Dr. Harshraj Leuva received a Conquer Cancer Young Investigator Award (YIA) in 2021 to optimize drug development for United States Veterans with prostate cancer. Prostate cancer is the most frequently diagnosed form of cancer among U.S. Veterans. In the U.S., it is the second leading cause of cancer death in men. 

“We are developing a surrogate marker to assess treatment effectiveness in prostate cancer. This is a mathematical model which provides tumor growth rates using Prostate Specific Antigen (PSA) values while the patient is on any medication,” explains Dr. Leuva.  

PSA is the most common blood test done routinely in a physician's office to monitor prostate cancer. Dr. Leuva's model will provide more individualized, real-time decision making for patients and could potentially change how doctors manage prostate cancer on an individual basis.  

“This marker is unique, as tumor growth rate obtained using it highly correlates with a patient’s overall survival – our ultimate goal of treatment,” says Dr. Leuva. “What I wish to do is be able to tell the patient that looking at your own data while you are on this medication, it is better to continue more or it is time to switch now.” 

Dr. Leuva is tracking tumor growth rates of more than 20,000 Veterans who have received various prostate cancer therapies and studying what happens when a patient changes therapies. He is also trying to identify optimal sequencing of metastatic prostate cancer medications.  

“We have observed that certain patients may benefit more by continuing the current treatment, despite slow rising PSA, as once they switch, their tumor growth rate accelerates. This phenomenon has not been described before, and we are looking to identify the patients who may benefit from continuing the medication,” said Dr. Leuva. 

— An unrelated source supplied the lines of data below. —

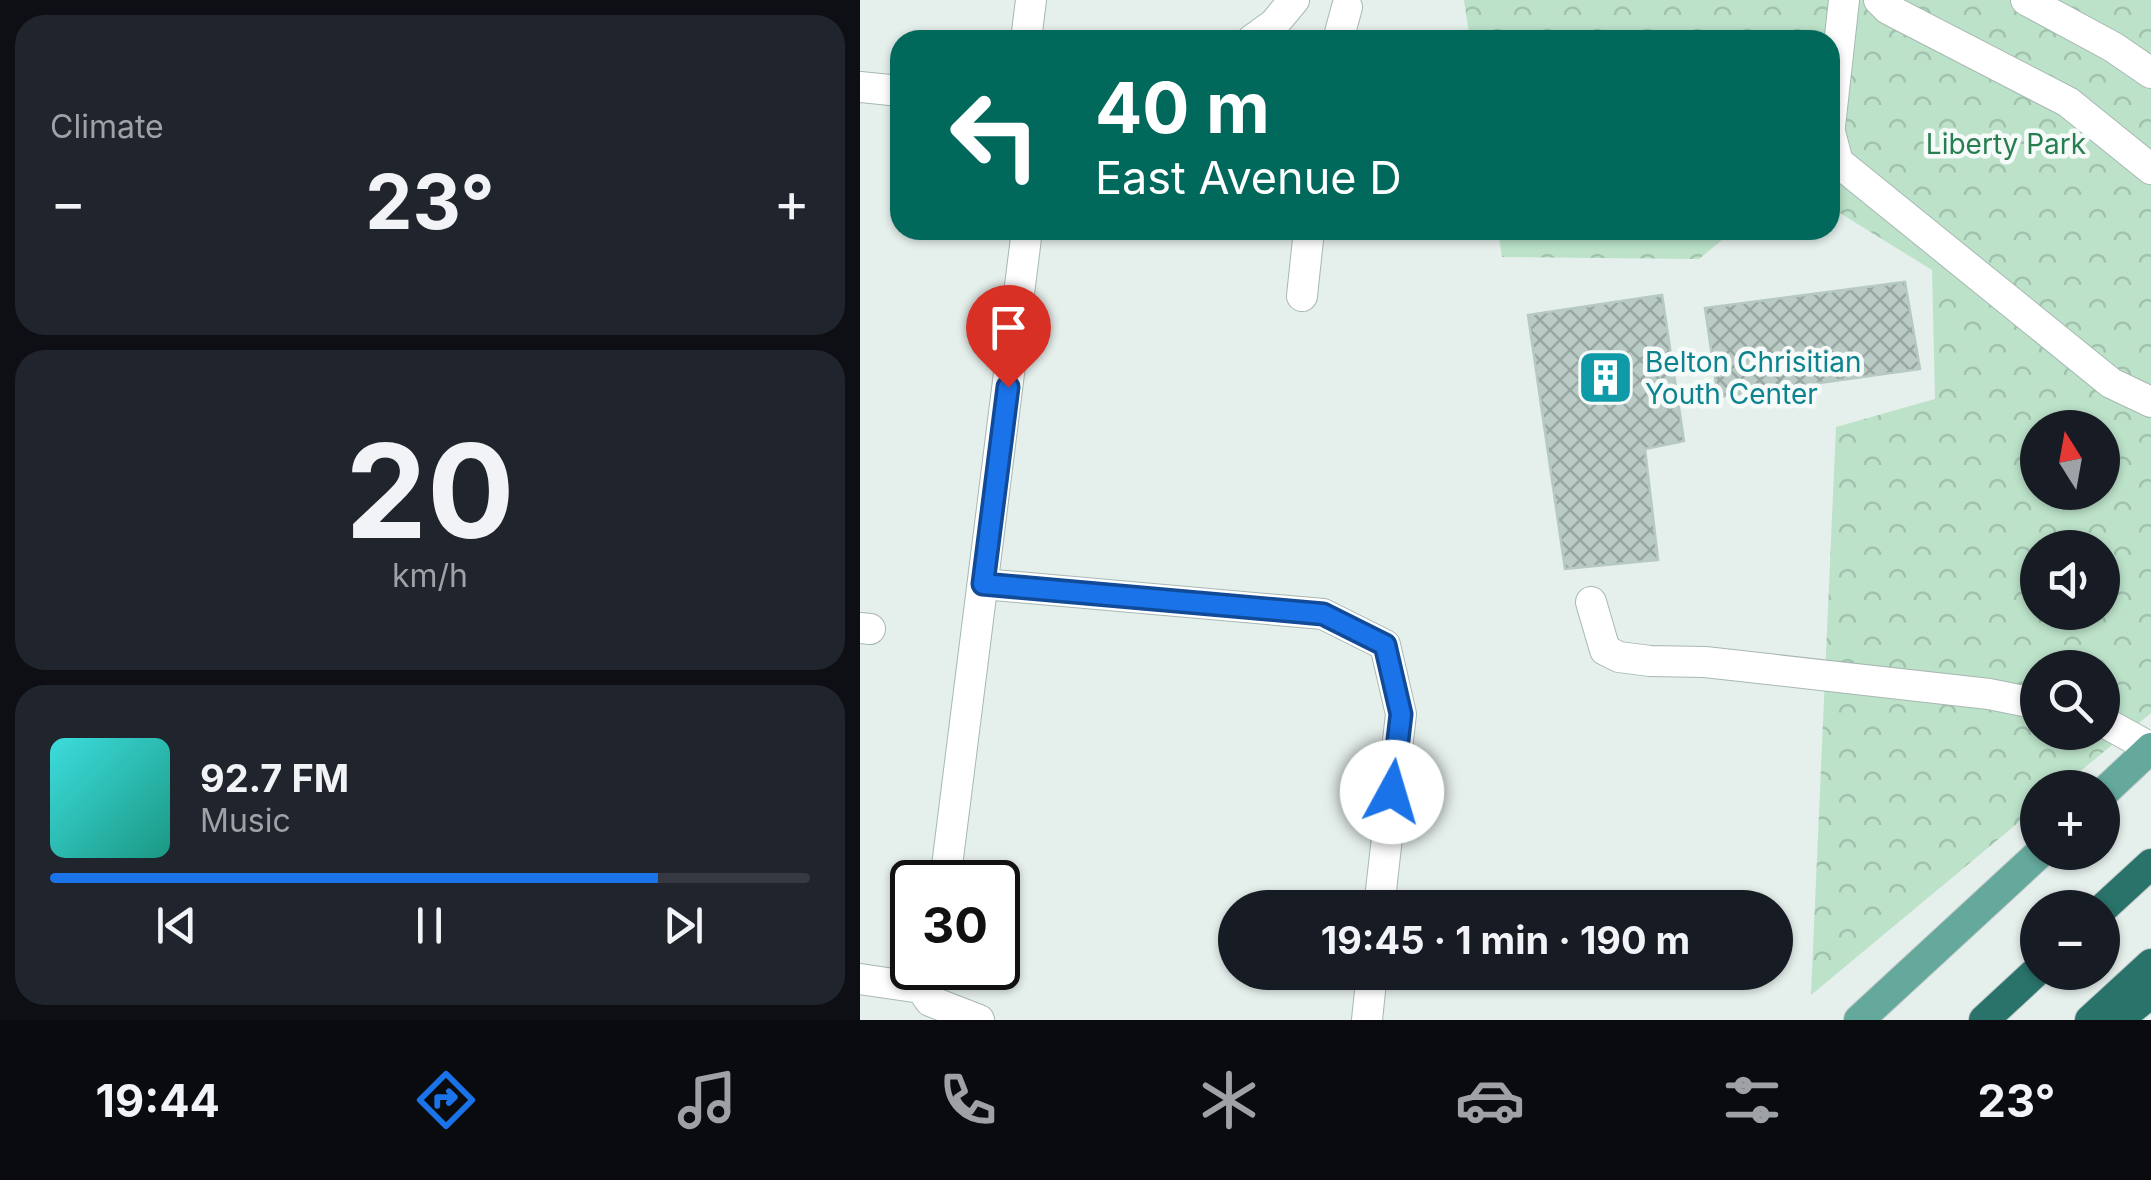 <!DOCTYPE html>
<html lang="en">
<head>
<meta charset="utf-8">
<style>
	body { margin:0; font-family:Inter,sans-serif; background:#20242c; color:#f1f3f6; height:100vh; display:flex; flex-direction:column; font-size:38px; white-space:nowrap }
	* { box-sizing:border-box; margin:0 }
	p { font-size:32px; color:#9ea1a6 }
	.icon { flex:none; width:55px; height:55px; fill:none; stroke:currentColor; stroke-width:2; stroke-linecap:round; stroke-linejoin:round }
	.map { position:relative; flex:1; overflow:hidden }
	.side { display:flex; flex-direction:column; gap:15px; padding:15px; background:#0d0f14; width:860px }
	.side>* { flex:none }
	.hud { position:absolute; left:30px; top:30px; width:950px; height:210px; border-radius:30px; box-shadow:0 2px 8px #0004; background:#00695c; color:#fff; overflow:hidden }
	.needle { width:65px; rotate:349deg }
	.fabs { position:absolute; left:1160px; top:410px; display:grid; gap:20px }
	.fabs a { display:grid; place-items:center; width:100px; height:100px; border-radius:50%; background:#171b24; box-shadow:0 2px 8px #0004; font-size:50px }
	.speed { position:absolute; left:30px; top:860px; display:flex; gap:20px; font-size:50px; font-weight:700; text-align:center }
	.speed>* { display:grid; place-content:center; width:130px; height:130px; border-radius:50%; background:#171b24; box-shadow:0 2px 8px #0004; line-height:1 }
	.speed .limit { border:5px solid #111; border-radius:15px; background:#fff; color:#111 }
	.pin { position:absolute; display:grid; place-items:center; width:85px; height:85px; color:#fff; margin:-102px -42px; border-radius:50% 50% 50% 0; rotate:-45deg; box-shadow:0 0 10px #0007 }
	.pin .icon { rotate:45deg }
	.me { position:absolute; width:110px; margin:-55px; rotate:6deg; stroke-linejoin:round; filter:drop-shadow(0 0 8px #0008) }
	.turn { display:flex; align-items:center; gap:35px; height:210px; padding:0 40px; font-size:45px }
	.turn .icon { width:130px; height:130px; stroke-width:2.5 }
	.turn b { display:block; font-size:70px; line-height:85px }
	.big { font-size:75px; font-weight:700; line-height:1.1 }
	.side .widget { flex:1; display:flex; flex-direction:column; justify-content:center; gap:15px; min-width:0; padding:0 35px; border-radius:30px; background:#20242c }
	.side .dial { align-items:center; gap:0 }
	.dial b { font-size:130px; line-height:1 }
	.song { display:flex; align-items:center; gap:30px }
	.cover { width:120px; height:120px; border-radius:15px; background:linear-gradient(135deg,hsl(180 70% 55%),hsl(170 70% 35%)) }
	.played { height:10px; border-radius:5px; background:linear-gradient(90deg,#1a73e8 80%,#363941 80%) }
	.keys { display:flex; justify-content:space-around; direction:ltr }
	.heat { display:flex; justify-content:space-between; align-items:center; font-size:55px; direction:ltr }
	.trip { position:absolute; left:358px; top:890px; width:575px; height:100px; border-radius:50px; background:#171b24; box-shadow:0 2px 8px #0004; font-weight:700; line-height:100px; text-align:center }
	.dock { display:flex; height:160px; justify-content:space-around; align-items:center; background:#090b0e; color:#9ea1a6 }
	.dock .icon { width:70px; height:70px }
	.dock .selected { color:#1a73e8 }
	.dock b { font-size:45px; color:#f1f3f6 }
	main { display:flex; flex:1; min-height:0 }
	.map>svg:first-child { display:block }
	.park { fill:url(#park-crowns); fill-rule:evenodd }
	.building { fill:url(#building-cross-hatch); stroke:#b6cac3; stroke-width:2.5 }
	.lines { fill:none; stroke-linecap:round; stroke-linejoin:round }
	.minor-casing { stroke:#a7b8b3; stroke-width:32 }
	.major-casing { stroke:#c1cac9; stroke-width:32 }
	.highway-casing { stroke:#c1cac9; stroke-width:32 }
	.minor { stroke:#fff; stroke-width:30 }
	.major { stroke:#65a99d; stroke-width:30 }
	.highway { stroke:#2a736a; stroke-width:30 }
	.route-casing { stroke:#114b97; stroke-width:25 }
	.route { stroke:#1a73e8; stroke-width:18 }
	.labels { text-anchor:middle; dominant-baseline:central; stroke-width:9; stroke-linejoin:round; paint-order:stroke }
	.park-label { font-size:28px; fill:#277f50; stroke:#f6fbf9 }
	.culture-label { font-size:28px; fill:#0d838f; stroke:#f6fbf9; text-anchor:start }
</style>
</head>
<body>
<main>
<section class="side">
<div class="widget"><p>Climate</p>
<div class="heat"><a>−</a><b class="big">23°</b><a>+</a></div>
</div>
<div class="widget dial"><b>20</b><p>km/h</p></div>
<div class="widget">
<div class="song"><i class="cover"></i><div><b>92.7 FM</b><p>Music</p></div></div>
<div class="played"></div>
<div class="keys"><svg class="icon" aria-label="previous" viewBox="0 0 24 24"><path d="M18 5L8 12l10 7zM5 5v14"/></svg><svg class="icon" aria-label="pause" viewBox="0 0 24 24"><path d="M8 5v14M16 5v14"/></svg><svg class="icon" aria-label="next" viewBox="0 0 24 24"><path d="M6 5l10 7-10 7zM19 5v14"/></svg></div>
</div>
</section>
<div class="map">
<svg width="1291" height="1020" viewBox="0 0 1291 1020">
	<defs>
		<pattern id="park-crowns" width="20" height="18" patternUnits="userSpaceOnUse" patternTransform="scale(2.5)"><rect width="20" height="18" fill="#bce2c9"/><path d="M2 6a3 3 0 1 1 6 0M12 15a3 3 0 1 1 6 0" fill="none" stroke="#a1c3ae"/></pattern>
		<pattern id="building-cross-hatch" width="8" height="8" patternUnits="userSpaceOnUse" patternTransform="scale(2.5)"><rect width="8" height="8" fill="#bacbc5"/><path d="M0 0l8 8M0 8l8-8" fill="none" stroke="#97a6a1"/></pattern>
	</defs>
	<rect width="100%" height="100%" fill="#e5efeb"/>
	<g class="park">
		<path d="M604 0H1291V713L1201 787 1178 788 1177 807 951 995 976 427 1075 399 1072 270 970 207V40H610ZM1178 428H1242V492H1178ZM1178 548H1242V612H1178ZM1178 668H1242V732H1178Z"/>
		<polygon points="638,230 874,230 839,259 642,257"/>
	</g>
	<g class="building">
		<polygon points="1045,282 1060,369 858,397 845,308"/>
		<polygon points="802,295 824,441 785,449 798,560 705,569 668,315"/>
	</g>
	<g class="lines">
		<defs>
			<g id="minor">
				<polyline points="1019,0 1028,9 1208,102 1291,169"/>
				<polyline points="1166,0 1253,47 1291,73"/>
				<polyline points="166,40 171,0"/>
				<polyline points="392,40 414,24 434,0"/>
				<polyline points="478,40 487,7"/>
				<polyline points="0,87 40,91"/>
				<polyline points="970,126 984,0"/>
				<polyline points="970,132 978,162 1251,383 1291,402"/>
				<polyline points="442,296 449,230"/>
				<polyline points="123,584 463,614 525,645 541,714 519,908"/>
				<polyline points="731,602 745,650 759,657 790,661 845,662 1129,694 1178,704"/>
				<polyline points="0,628 10,629"/>
				<polyline points="1242,721 1291,748"/>
				<polyline points="85,882 167,230"/>
				<polyline points="0,979 61,988 70,1001 119,1020"/>
				<polyline points="507,1020 512,972"/>
			</g>
			<g id="major">
				<polyline points="1242,794 1291,748"/>
				<polyline points="999,1020 1181,852"/>
			</g>
			<g id="highway">
				<polyline points="1242,909 1291,864"/>
				<polyline points="1124,1020 1178,970"/>
				<polyline points="1230,1020 1291,964"/>
				<polyline points="1258,1020 1291,993"/>
			</g>
		</defs>
		<use href="#minor" class="minor-casing"/>
		<use href="#major" class="major-casing"/>
		<use href="#highway" class="highway-casing"/>
		<use href="#minor" class="minor"/>
		<use href="#major" class="major"/>
		<use href="#highway" class="highway"/>
	</g>
	<g class="lines">
		<defs>
			<polyline id="route" points="148,387 123,584 463,614 525,645 541,714 532,792"/>
		</defs>
		<use href="#route" class="route-casing"/>
		<use href="#route" class="route"/>
	</g>
	<defs>
		<symbol id="building-square" viewBox="-11 -11 22 22"><rect x="-9" y="-9" width="18" height="18" rx="4" fill="#0f9aa8" stroke="#f6fbf9"/><path d="M-4-6H4V6H1V3H-1V6H-4ZM-2.5-4.3h1.7v1.8h-1.7ZM.8-4.3h1.7v1.8H.8ZM-2.5-1h1.7V.8h-1.7ZM.8-1h1.7V.8H.8Z" fill="#fff"/></symbol>
	</defs>
	<g fill-rule="evenodd">
		<use href="#building-square" x="714" y="346" width="63" height="63"/>
	</g>
	<g class="labels">
		<g class="park-label">
			<text x="1146" y="144">Liberty Park</text>
		</g>
		<g class="culture-label">
			<text x="785" y="362">Belton Chrisitian<tspan x="785" dy="32">Youth Center</tspan></text>
		</g>
	</g>
</svg>
<div class="fabs">
<a><svg class="needle" viewBox="-14 -14 28 28"><path d="M0-13l5 13h-10z" fill="#e53935"/><path d="M0 13l5-13h-10z" fill="#9ea1a6"/></svg></a>
<a><svg class="icon" aria-label="sound" viewBox="0 0 24 24"><path d="M4 9h4l5-4v14l-5-4H4zM17 9q2 3 0 6"/></svg></a>
<a><svg class="icon" aria-label="search" viewBox="0 0 24 24"><circle cx="10" cy="10" r="6"/><path d="M15 15l6 6"/></svg></a>
<a>+</a>
<a>−</a>
</div>
<div class="speed"><div class="limit">30</div></div>
<div class="pin" style="left:148px;top:387px;background:#d93025"><svg class="icon" aria-label="arrive" viewBox="0 0 24 24"><path d="M6 21V4h12l-3 4 3 4H6"/></svg></div>
<svg class="me" style="left:532px;top:792px" viewBox="-20 -20 40 40"><circle r="19" fill="#fff"/><path d="M0-13L10 11 0 6-10 11z" fill="#1a73e8"/></svg>
<div class="trip">19:45 · 1 min · 190 m</div>
<div class="hud">
<div class="turn"><svg class="icon" aria-label="left" viewBox="0 0 24 24"><path d="M17 20v-9H6M10 6l-5 5 5 5"/></svg><div><b>40 m</b>East Avenue D</div></div>
</div>
</div>
</main>
<nav class="dock">
<b>19:44</b>
<svg class="icon selected" aria-label="directions" viewBox="0 0 24 24"><path d="M12 3l9 9-9 9-9-9zM9 14v-3h6M13 9l2 2-2 2"/></svg>
<svg class="icon" aria-label="music" viewBox="0 0 24 24"><path d="M9 18V5l10-2v13"/><circle cx="6" cy="18" r="3"/><circle cx="16" cy="16" r="3"/></svg>
<svg class="icon" aria-label="phone" viewBox="0 0 24 24"><path d="M5 4h4l2 5-3 2q2 4 5 5l2-3 5 2v4C11 20 4 13 5 4z"/></svg>
<svg class="icon" aria-label="climate" viewBox="0 0 24 24"><path d="M12 3v18M4 7l16 10M4 17L20 7"/></svg>
<svg class="icon" aria-label="car" viewBox="0 0 24 24"><path d="M5 17H2v-5l4-1 3-4h7l3 4 3 1v5h-3M9 17h6M6 11h13"/><circle cx="7" cy="17" r="2"/><circle cx="17" cy="17" r="2"/></svg>
<svg class="icon" aria-label="filters" viewBox="0 0 24 24"><path d="M4 7h16M4 17h16"/><circle cx="9" cy="7" r="2"/><circle cx="15" cy="17" r="2"/></svg>
<b>23°</b>
</nav>
</body>
</html>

Dr. Leuva says the greatest need in research for Veterans is prospective / retrospective studies. 

“It is very important, as the Veteran population is an older cohort of patients with higher comorbidities and lower performance status than what we see in usual patient populations of clinical trials. Veterans also have a higher African American population, which is underrepresented in many trials,” explained Dr. Leuva. “Thus, extrapolation of those trial results for Veterans may not yield similar results.” 

To validate his model and guide care for all patients, Dr. Leuva hopes to follow similar groups of patients over time, and also plans to create a “virtual” comparator arm using the data from this Veterans study, which can be used as the control arm to test new therapies. 

“This would mean trials will need less patients to answer various questions. This will make trials more cost- and time-efficient,” said Dr. Leuva, who also hopes to explore use of artificial intelligence to develop even more comprehensive prediction models and identify what biological cancer parameters can help identify effectiveness of one type of therapy versus another.  

As Veterans continue in service through science, Conquer Cancer donors make it possible for researchers like Dr. Leuva to improve care for all patients. 

"Cancer research requires time, patience, and persistence,” said Dr. Leuva. “Donors provide us protected time and the ability to focus on important research questions that lead to unbiased discovery and breakthroughs in our understanding and treatment of cancer.”